What should be hadoop.tmp.dir ?
It's confusing, but hadoop.tmp.dir
is used as the base for temporary directories locally, and also in HDFS. The document isn't great, but mapred.system.dir
is set by default to "${hadoop.tmp.dir}/mapred/system"
, and this defines the Path on the HDFS where where the Map/Reduce framework stores system files.
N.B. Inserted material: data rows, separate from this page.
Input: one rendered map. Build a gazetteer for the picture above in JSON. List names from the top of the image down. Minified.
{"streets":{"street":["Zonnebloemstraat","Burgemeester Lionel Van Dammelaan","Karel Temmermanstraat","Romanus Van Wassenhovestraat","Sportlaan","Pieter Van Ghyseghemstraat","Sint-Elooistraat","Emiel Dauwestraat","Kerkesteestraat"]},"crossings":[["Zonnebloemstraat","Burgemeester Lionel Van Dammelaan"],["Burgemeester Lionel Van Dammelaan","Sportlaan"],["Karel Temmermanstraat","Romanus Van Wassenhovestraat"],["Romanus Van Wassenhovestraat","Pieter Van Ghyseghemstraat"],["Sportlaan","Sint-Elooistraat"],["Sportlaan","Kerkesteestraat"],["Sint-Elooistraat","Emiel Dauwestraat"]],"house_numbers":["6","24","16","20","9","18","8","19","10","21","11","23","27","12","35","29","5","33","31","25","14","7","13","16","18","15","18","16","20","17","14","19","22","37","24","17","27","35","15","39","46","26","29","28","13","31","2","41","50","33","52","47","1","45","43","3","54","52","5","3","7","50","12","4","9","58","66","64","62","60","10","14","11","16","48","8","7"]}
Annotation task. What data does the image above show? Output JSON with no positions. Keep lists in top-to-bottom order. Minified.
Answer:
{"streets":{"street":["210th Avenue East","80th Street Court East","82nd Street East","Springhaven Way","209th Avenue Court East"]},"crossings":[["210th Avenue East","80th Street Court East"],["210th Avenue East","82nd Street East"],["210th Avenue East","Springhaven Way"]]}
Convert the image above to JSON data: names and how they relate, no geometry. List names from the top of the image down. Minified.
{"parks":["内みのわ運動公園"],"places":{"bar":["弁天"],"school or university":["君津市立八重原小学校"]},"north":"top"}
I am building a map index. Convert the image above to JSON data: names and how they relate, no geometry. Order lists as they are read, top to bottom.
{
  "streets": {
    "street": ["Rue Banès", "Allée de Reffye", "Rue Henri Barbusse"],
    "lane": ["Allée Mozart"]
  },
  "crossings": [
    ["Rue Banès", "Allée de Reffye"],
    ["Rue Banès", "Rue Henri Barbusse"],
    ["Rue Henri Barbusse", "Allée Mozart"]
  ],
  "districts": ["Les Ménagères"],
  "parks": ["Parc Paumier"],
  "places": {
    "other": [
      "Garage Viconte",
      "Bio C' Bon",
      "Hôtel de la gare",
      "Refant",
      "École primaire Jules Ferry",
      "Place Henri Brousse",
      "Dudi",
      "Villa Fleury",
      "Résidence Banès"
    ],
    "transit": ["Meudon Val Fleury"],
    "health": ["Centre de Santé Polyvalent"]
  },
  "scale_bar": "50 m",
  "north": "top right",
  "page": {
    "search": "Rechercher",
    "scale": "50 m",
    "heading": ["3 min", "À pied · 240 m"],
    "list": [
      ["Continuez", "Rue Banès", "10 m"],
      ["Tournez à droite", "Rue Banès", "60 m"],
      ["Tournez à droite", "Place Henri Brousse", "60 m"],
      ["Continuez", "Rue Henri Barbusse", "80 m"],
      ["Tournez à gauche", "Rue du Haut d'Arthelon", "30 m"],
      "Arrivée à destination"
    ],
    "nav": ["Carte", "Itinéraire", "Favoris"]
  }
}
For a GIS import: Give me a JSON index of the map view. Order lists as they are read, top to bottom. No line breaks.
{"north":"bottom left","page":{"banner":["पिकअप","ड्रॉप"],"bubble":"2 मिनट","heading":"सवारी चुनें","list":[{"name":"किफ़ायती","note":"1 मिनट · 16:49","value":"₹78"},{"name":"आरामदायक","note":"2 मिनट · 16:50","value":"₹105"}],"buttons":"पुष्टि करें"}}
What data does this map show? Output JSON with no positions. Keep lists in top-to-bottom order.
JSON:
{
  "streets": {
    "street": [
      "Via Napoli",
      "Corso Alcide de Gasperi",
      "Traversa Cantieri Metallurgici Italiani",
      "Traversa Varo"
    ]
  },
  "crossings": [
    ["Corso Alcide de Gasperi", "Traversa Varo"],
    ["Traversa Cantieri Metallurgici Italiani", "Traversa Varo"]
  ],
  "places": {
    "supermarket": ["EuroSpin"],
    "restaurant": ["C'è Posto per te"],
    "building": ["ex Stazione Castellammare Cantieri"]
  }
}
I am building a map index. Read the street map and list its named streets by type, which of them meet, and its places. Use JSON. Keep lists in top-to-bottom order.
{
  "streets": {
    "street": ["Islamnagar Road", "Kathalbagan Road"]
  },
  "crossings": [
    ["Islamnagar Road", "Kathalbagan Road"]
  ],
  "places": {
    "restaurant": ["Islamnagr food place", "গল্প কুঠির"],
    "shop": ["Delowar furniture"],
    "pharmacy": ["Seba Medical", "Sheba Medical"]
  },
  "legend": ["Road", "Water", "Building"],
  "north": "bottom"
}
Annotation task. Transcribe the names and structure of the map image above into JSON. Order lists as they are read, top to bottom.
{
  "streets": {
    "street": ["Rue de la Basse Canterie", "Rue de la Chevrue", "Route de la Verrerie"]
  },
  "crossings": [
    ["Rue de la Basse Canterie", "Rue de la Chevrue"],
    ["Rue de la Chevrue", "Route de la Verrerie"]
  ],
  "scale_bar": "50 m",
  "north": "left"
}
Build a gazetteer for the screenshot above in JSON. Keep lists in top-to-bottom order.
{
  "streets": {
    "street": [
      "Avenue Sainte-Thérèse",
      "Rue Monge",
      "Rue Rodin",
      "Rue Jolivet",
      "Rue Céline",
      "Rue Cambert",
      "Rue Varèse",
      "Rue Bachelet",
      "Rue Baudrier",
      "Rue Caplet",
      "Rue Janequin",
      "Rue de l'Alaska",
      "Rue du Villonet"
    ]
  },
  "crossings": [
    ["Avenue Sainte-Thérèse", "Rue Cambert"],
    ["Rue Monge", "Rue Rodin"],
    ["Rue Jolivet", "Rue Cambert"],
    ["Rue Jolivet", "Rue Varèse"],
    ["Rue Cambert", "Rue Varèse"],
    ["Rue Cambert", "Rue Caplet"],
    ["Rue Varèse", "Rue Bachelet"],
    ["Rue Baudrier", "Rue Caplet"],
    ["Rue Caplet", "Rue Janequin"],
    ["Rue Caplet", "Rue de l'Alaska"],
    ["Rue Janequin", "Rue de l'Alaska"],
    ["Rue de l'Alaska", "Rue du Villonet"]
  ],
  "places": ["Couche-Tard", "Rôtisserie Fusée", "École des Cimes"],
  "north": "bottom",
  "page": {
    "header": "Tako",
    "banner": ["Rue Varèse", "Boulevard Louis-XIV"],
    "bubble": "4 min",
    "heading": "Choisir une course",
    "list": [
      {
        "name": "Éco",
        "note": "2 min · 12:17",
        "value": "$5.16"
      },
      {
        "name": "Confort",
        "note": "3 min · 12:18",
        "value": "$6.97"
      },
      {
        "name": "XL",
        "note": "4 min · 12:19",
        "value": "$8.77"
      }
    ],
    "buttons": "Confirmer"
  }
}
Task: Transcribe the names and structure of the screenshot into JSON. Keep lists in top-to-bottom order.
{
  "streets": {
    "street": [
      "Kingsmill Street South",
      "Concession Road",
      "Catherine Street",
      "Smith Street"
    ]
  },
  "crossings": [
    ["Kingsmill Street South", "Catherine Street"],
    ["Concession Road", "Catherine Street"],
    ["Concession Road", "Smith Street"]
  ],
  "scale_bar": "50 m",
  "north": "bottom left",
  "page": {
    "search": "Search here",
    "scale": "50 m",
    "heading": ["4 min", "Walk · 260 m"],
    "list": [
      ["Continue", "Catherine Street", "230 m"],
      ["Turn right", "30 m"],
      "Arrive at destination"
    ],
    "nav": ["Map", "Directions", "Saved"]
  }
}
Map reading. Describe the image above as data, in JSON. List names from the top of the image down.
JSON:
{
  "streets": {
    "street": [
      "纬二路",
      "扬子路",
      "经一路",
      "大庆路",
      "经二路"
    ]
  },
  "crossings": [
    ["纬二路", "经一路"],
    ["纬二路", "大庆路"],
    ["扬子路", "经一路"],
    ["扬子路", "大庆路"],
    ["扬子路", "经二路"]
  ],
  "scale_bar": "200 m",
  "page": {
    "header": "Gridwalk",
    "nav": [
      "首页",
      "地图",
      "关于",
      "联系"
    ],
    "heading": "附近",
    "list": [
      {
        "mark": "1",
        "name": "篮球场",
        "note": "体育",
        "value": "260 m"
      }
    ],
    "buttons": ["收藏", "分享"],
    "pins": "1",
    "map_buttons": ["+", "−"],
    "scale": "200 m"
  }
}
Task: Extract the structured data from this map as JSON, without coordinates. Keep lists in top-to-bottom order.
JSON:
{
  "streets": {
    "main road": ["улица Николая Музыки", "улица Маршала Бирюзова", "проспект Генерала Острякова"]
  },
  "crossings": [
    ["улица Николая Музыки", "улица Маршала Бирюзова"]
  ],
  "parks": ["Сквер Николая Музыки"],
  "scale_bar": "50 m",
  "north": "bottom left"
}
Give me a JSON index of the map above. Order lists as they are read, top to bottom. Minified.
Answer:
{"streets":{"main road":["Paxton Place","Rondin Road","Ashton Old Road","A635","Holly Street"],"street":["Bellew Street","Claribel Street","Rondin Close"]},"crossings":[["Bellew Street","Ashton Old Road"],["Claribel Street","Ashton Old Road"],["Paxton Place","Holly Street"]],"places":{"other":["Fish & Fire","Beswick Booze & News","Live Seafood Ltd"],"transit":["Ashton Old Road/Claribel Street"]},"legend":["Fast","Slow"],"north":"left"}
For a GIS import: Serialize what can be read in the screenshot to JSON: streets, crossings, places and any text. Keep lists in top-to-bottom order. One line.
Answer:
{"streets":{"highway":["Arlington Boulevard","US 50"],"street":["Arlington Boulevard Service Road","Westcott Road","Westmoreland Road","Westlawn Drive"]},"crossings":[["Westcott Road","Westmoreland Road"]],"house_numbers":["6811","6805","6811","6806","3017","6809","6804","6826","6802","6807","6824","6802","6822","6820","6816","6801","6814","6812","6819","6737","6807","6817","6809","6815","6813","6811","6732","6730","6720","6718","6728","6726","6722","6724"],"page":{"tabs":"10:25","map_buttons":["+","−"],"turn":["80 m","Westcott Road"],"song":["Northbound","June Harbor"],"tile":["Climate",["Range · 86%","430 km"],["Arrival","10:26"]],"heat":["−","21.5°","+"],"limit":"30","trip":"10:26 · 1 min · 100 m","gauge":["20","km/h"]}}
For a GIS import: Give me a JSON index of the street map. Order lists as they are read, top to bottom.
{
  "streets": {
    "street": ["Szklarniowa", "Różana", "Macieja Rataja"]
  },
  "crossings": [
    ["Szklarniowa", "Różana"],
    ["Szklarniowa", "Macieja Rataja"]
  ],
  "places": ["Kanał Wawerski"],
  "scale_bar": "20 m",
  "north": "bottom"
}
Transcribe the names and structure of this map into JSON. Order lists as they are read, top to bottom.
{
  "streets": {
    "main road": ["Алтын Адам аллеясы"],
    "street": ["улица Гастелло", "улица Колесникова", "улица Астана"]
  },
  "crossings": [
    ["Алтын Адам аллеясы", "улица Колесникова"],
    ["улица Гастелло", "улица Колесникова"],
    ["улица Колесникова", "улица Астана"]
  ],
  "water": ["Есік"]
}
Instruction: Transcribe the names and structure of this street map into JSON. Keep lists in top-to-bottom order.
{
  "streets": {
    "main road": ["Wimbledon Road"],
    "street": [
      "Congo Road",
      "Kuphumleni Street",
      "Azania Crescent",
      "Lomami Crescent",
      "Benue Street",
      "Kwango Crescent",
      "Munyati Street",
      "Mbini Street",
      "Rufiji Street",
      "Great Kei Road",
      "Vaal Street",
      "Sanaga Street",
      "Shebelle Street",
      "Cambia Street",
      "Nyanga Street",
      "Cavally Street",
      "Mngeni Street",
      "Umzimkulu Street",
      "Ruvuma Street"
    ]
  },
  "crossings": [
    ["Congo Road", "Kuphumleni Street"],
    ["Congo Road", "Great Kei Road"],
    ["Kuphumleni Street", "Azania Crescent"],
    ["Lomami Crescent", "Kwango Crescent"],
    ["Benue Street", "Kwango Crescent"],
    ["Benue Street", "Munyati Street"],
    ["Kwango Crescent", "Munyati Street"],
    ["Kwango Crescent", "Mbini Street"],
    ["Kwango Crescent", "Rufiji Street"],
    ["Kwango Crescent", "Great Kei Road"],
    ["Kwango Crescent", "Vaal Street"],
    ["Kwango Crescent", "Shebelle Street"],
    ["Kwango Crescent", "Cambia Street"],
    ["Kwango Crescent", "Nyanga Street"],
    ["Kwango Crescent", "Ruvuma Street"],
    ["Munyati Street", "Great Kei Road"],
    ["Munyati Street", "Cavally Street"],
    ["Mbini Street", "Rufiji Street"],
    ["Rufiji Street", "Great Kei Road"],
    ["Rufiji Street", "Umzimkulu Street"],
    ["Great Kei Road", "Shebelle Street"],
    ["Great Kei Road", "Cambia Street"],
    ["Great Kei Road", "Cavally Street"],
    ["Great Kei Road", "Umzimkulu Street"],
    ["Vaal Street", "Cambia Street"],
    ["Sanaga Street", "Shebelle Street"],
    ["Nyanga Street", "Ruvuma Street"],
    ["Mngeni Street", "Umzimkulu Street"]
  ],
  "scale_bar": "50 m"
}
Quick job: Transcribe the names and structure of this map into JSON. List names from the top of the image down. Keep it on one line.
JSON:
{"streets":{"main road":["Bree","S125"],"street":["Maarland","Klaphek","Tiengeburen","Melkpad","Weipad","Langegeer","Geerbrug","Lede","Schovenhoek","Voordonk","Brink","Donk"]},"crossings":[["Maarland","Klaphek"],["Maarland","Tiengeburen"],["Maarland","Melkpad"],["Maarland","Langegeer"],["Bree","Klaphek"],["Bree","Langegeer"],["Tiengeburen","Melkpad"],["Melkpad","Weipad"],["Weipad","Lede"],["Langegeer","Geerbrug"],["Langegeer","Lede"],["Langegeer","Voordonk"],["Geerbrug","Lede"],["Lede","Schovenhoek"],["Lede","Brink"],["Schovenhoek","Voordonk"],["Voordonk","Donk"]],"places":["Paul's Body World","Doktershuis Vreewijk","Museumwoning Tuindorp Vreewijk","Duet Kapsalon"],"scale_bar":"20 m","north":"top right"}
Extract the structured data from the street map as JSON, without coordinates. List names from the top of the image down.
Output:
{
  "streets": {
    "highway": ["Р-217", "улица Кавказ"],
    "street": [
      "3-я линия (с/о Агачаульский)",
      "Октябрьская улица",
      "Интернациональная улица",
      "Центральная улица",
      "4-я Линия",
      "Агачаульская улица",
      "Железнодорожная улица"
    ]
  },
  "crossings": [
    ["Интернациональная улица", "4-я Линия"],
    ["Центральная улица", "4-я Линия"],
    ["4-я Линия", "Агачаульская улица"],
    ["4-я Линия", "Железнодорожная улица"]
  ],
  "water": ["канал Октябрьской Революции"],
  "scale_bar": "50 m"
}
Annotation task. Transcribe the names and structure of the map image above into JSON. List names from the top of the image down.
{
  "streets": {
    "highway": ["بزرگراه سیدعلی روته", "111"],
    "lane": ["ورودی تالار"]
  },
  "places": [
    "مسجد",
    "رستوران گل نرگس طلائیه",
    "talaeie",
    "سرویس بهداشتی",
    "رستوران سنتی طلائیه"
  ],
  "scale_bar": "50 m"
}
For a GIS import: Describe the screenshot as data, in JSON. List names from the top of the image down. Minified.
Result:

If you want these to not be tied together, you can edit your mapred-site.xml
such that the definition of mapred.system.dir is something that's not tied to ${hadoop.tmp.dir}
Let me add a bit more to kkrugler's answer:
There're three HDFS properties which contain hadoop.tmp.dir
in their values
dfs.name.dir
: directory where namenode stores its metadata, with default value${hadoop.tmp.dir}/dfs/name
.dfs.data.dir
: directory where HDFS data blocks are stored, with default value${hadoop.tmp.dir}/dfs/data
.fs.checkpoint.dir
: directory where secondary namenode store its checkpoints, default value is${hadoop.tmp.dir}/dfs/namesecondary
.
This is why you saw the /mnt/hadoop-tmp/hadoop-${user.name}
in your HDFS after formatting namenode.
Had a look around for information on this one. Only thing I could come up with was this post on the Amazon Elastic MapReduce Dev Guide:
In hadoop-site.xml, we set hadoop.tmp.dir to /mnt/var/lib/hadoop/tmp. /mnt is where we mount the “extra” EC2 volumes, which can contain a lot more data than the default volume. (The exact amount depends on instance type.) Hadoop's RunJar.java (the module that unpacks the input JARs) interprets hadoop.tmp.dir as a Hadoop file system path rather than a local path, so it writes to the path in HDFS instead of a local path. HDFS is mounted under /mnt (specifically /mnt/var/lib/hadoop/dfs/. So, you can write lots of data to it.